This summer, I focused on oral history of the Red Cedar Watershed, and more specifically, Lakes Menomin and Tainter. But what is oral history, you ask? Oral history is much like written history; it has its own slants and perspectives depending on the source. Unlike written history (you might have guessed), it is spoken. In this way, one can gather an understanding of the past as well as the significance that people place on certain events depending on how much or little they talk about them. I used this concept - the way people talk about the past affects their actions in the present - to understand how people perceive the lakes and how they have changed.
|A postcard from the mid 1900s featuring "the old swimming hole" at Wakanda Park.|
That means that over a couple of months, I interviewed more than 10 people in the Red Cedar Watershed, read interview transcripts conducted by previous REU students, attended various public meetings relating to the lakes, did archival research, and took a lot of field notes. As I and my research partner, Madison, started wrapping up data collection, we also started analyzing the data we gathered. The data filled various roles in my research. I analyzed the interviews to get an idea of how people talk about the lake health as they’ve known it. I used the information I found in the archives to fill in the spaces of what people didn’t say in interviews. That is, people tell things as they know it. The archives proved to be a useful resource that allowed me to gather a fuller representation of the lakes’ history. By participating in public meetings, I experienced what sort of things are being done in the present to address lake health.
After all of that - data gathering, coding, and analyzing - I drew a few conclusions.

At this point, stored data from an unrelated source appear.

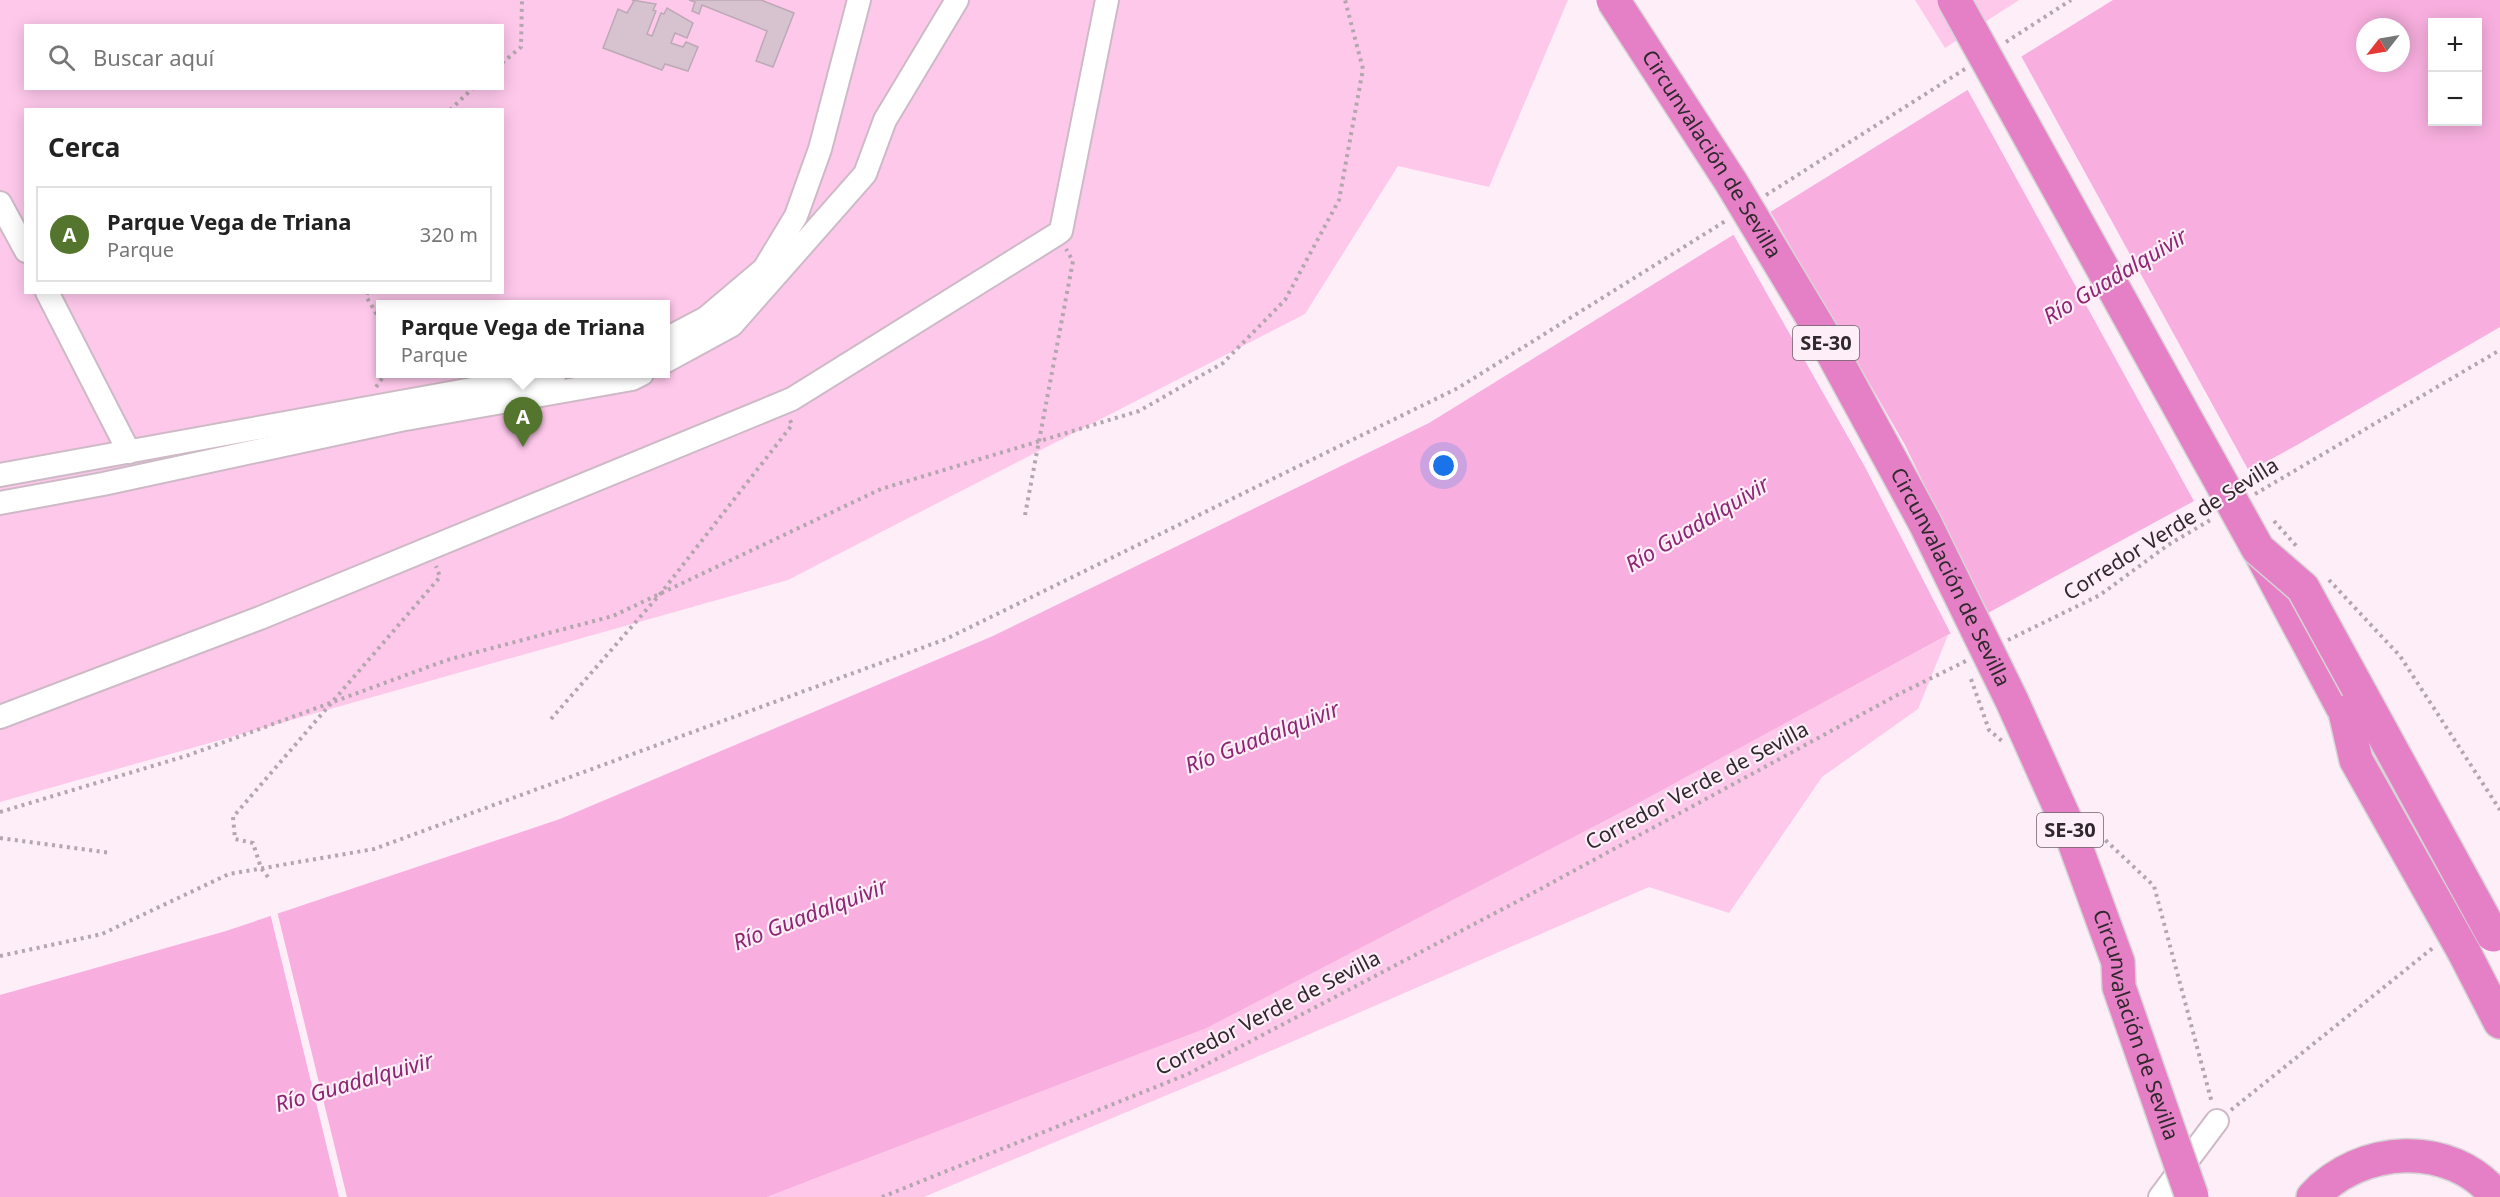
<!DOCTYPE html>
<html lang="es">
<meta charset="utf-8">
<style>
:root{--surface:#fff;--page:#f6f6f6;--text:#222;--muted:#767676;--line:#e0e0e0;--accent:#54752d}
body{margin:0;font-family:"Noto Sans",sans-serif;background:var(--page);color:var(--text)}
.controls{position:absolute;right:18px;top:18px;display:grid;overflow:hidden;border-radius:0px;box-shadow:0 3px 15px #0003}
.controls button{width:54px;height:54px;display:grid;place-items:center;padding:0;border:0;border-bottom:2px solid var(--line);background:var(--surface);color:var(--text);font:30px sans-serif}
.compass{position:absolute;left:2356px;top:18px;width:54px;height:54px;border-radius:50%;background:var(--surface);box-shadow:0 3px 15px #0003;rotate:239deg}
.you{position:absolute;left:1444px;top:466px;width:21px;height:21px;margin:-15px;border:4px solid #fff;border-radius:50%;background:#1a73e8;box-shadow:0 0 0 9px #1a73e833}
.badge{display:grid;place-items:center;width:39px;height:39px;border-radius:50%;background:var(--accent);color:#fff;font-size:20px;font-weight:700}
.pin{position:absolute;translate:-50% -50px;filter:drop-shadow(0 2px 3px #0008)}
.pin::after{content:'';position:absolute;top:32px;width:21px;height:18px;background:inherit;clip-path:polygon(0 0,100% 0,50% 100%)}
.popup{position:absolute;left:376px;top:300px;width:294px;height:78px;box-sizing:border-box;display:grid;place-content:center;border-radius:0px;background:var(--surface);filter:drop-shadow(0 2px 4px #0005);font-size:20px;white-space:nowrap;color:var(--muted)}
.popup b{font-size:22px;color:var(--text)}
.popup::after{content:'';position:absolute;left:50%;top:100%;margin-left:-12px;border:12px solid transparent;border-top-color:var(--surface)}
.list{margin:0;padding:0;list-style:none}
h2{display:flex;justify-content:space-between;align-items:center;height:78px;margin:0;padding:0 24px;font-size:26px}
h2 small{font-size:20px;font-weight:400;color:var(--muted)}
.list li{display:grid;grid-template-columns:39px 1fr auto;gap:18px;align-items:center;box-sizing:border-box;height:96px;margin:0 12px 12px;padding:0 12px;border:2px solid var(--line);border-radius:0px}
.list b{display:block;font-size:22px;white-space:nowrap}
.list p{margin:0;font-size:20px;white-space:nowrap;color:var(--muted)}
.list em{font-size:20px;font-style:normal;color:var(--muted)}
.icon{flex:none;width:33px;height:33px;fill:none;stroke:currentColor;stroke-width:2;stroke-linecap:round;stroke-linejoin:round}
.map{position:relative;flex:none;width:2500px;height:1197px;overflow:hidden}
.search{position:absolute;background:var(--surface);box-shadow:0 3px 15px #0003;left:24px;top:24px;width:480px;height:66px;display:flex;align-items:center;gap:15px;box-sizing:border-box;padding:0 21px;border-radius:0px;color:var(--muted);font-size:22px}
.panel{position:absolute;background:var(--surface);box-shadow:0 3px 15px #0003;left:24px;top:108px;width:480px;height:186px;border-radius:0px}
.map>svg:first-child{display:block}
.green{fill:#fec8eb;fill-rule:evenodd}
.water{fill:#f8afdf;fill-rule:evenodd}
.pier{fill:#feeef8}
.building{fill:#d7c3cf;stroke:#bca9b5;stroke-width:1.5}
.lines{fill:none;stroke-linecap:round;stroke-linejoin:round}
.minor-casing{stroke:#cebac6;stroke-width:26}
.highway-casing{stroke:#d6d4d5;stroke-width:36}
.path{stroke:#b3a6ae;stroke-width:4;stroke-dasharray:3 4.5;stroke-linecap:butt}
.minor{stroke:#fff;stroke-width:22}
.highway{stroke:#e580c6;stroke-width:33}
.highway-bridge-casing{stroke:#d6d4d5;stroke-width:36;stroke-linecap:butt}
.highway-bridge{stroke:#e580c6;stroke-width:33}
.labels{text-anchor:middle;stroke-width:4.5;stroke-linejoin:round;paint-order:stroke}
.shield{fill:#feeef8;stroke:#6e636a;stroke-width:1.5}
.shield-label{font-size:20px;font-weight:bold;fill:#30282d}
.street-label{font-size:21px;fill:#30282d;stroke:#feeef8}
.water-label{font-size:22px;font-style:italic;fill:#8c2672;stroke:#feeef8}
</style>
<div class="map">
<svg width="2500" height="1197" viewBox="0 0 2500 1197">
<rect width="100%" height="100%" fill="#feeef8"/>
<g class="green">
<path d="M0,0H1568L1489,187L1398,166L1305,314L788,580L0,802ZM26,26H502V88H26ZM26,110H502V292H26ZM380,304H666V374H380Z"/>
<polygon points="1915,0 2019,0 1945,48"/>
<polygon points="1948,635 1918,709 1822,777 1729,913 1649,887 1229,1069 924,1197 767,1197 1207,1028 1624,811"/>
</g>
<path class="water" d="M2113,0H2500V327L2297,445L1624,811L1207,1028L767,1197H0V995L226,931L560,819L993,636L1429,423ZM2432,22H2478V122H2432ZM2365,27H2401V63H2365Z"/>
<g class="pier">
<polygon points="2020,54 2250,473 2195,503 1966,87"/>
<polygon points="1769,209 1905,445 1988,616 1952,636 1865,467 1732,232"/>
<polygon points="277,911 347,1197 339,1197 270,913"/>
</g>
<g class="building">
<polygon points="632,0 656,4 653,10 656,11 647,34 652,36 661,13 664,14 667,8 693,23 687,38 675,33 671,43 683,47 686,42 698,47 688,71 665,64 662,70 603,48 618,9 627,13 634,1"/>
<polygon points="689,0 761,0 794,13 773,67 756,61 767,31 702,5 699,14 692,11 695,2"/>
</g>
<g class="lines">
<g class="minor-casing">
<g id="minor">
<polyline points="0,203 26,251"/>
<polyline points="47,292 129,452"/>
<polyline points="666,339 706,318 764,269 796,216 820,149 859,0"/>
<polyline points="666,361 732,325 865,174 885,120 957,0"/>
<polyline points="0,475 555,374"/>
<polyline points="0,503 103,484 400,420 632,379 642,374"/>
<polyline points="0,717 260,618 792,399 1057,234 1061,231 1107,0"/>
<polyline points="2160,1197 2217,1121"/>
</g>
</g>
<g class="highway-casing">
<g id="highway">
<polyline points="2260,552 2345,712"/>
<polyline points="2464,952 2500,1022"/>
<path d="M2313,1197C2360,1145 2451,1139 2497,1197"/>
</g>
</g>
<g class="path">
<polyline points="2006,42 2071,0"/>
<polyline points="502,63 521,47 522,0"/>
<polyline points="450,110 473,88"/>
<polyline points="1766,195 1965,69"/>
<polyline points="368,292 366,296 380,320"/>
<polyline points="376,387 385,374"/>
<polyline points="2255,494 2500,350"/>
<polyline points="1025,515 1073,261 1066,249"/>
<polyline points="2274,521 2299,549"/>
<polyline points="2329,580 2400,656 2500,810"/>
<polyline points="2008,640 2100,595 2168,545 2212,519"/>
<polyline points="1971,679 1989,730 2002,741"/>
<polyline points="551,719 661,593 792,425 790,420"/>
<polyline points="0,812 189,755 447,660 613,616 881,489 1139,411 1223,363 1285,300 1339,200 1363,69 1345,0"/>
<polyline points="2100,835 2154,886 2212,1103"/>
<polyline points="0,838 111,853"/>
<polyline points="268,877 261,868 253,843 235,839 233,817 440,577 436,566"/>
<polyline points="0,956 102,934 229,874 374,849 946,639 1458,388 1727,220"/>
<polyline points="2231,1110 2434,947"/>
<polyline points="882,1197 1188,1074 1520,900 1899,694 1966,661"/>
</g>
<use href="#minor" class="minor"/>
<use href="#highway" class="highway"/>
<g class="highway-bridge-casing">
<g id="highway-bridge">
<path id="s1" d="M1613,0L1731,182L1820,330L1925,523L2012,701L2069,828L2118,962L2119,987L2192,1197"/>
<polyline points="1954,0 2258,549 2303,588 2493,935"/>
<polyline points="2345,712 2356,760 2464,952"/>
</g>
</g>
<use href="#highway-bridge" class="highway-bridge"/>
</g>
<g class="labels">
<g class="shield">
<rect x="1793" y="326" width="66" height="34" rx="4.5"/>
<rect x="2037" y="813" width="66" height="34" rx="4.5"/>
</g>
<g class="shield-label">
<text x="1826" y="350">SE-30</text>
<text x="2070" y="837">SE-30</text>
</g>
<g class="street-label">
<text dy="7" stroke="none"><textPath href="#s1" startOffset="183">Circunvalación de Sevilla</textPath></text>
<text transform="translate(2171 529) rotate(-32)" y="7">Corredor Verde de Sevilla</text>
<text dy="7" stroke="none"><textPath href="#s1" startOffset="669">Circunvalación de Sevilla</textPath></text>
<text transform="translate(1697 786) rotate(-28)" y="7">Corredor Verde de Sevilla</text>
<text transform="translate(1268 1013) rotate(-27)" y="7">Corredor Verde de Sevilla</text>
<text dy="7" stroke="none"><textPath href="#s1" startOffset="1155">Circunvalación de Sevilla</textPath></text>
</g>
<g class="water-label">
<text transform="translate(2115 276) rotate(-31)" y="8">Río Guadalquivir</text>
<text transform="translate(1697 524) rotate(-31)" y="8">Río Guadalquivir</text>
<text transform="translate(1262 737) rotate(-21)" y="8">Río Guadalquivir</text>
<text transform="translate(810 914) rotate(-21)" y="8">Río Guadalquivir</text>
<text transform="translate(354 1082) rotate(-16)" y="8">Río Guadalquivir</text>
</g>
</g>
</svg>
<div class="controls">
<button>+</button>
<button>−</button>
</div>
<svg class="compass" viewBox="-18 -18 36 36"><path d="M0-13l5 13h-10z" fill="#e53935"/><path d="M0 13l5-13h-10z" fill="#767676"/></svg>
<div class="you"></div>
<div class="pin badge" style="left:523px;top:447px">A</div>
<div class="popup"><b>Parque Vega de Triana</b>Parque</div>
<div class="search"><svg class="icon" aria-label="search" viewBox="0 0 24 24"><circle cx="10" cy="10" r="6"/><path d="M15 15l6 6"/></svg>Buscar aquí</div>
<section class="panel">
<h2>Cerca<small></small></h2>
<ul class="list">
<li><span class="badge">A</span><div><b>Parque Vega de Triana</b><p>Parque</p></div><em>320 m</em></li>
</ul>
</section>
</div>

- Personal experience, strength of memories, and sense of place influence how they perceive current lake health, what they think should or can be done about declining lake health, and how they are involved in lake clean up efforts.
- Based on the interviews conducted, the dominant theme is that the lake has gotten worse. Most people expressed that they were unsure of how to move forward in addressing declining lake health, even if they are involved in a lake protection organization.
- Even though uncertainty exists for a variety of stakeholders, steps are being taken to slow the declining lake health.
So, people that have lived in the area certainly had stories to share, but what comes with that is a sense that the lakes have gotten worse, and there’s too much to do in order to reverse that decline, and that it’s an insurmountable problem. Result: little movement forward.
There was also a sense that the lake has always been green, and we don’t know how to begin to address that, and that it’s an insurmountable problem. Result: also little movement forward.
There was even a small sense for some that the lakes have improved, and there isn't anything to be done. Result: you already know - little movement forward.
Why does this matter? So what - some community members feel frustrated about lake health and don't know how to proceed. Can't we move ahead anyway? Well, yes, you can try to do that. But a very important part of this is that the lakes are a part of the community, and it's unlikely that people in the community will choose to be involved with something that feels like an uphill battle. This presents a disadvantage to all parties. Instead, make it easy for the community to understand what is going on. Work to build a consistent community understanding about the lakes' present health. Host educational events about the history of the lakes in order to establish a consistent, unified narrative in the community about the lakes' history as a community center and a clear vision for the future. In this way, people can better comprehend the situation, and are more likely to come together for such a worthy cause.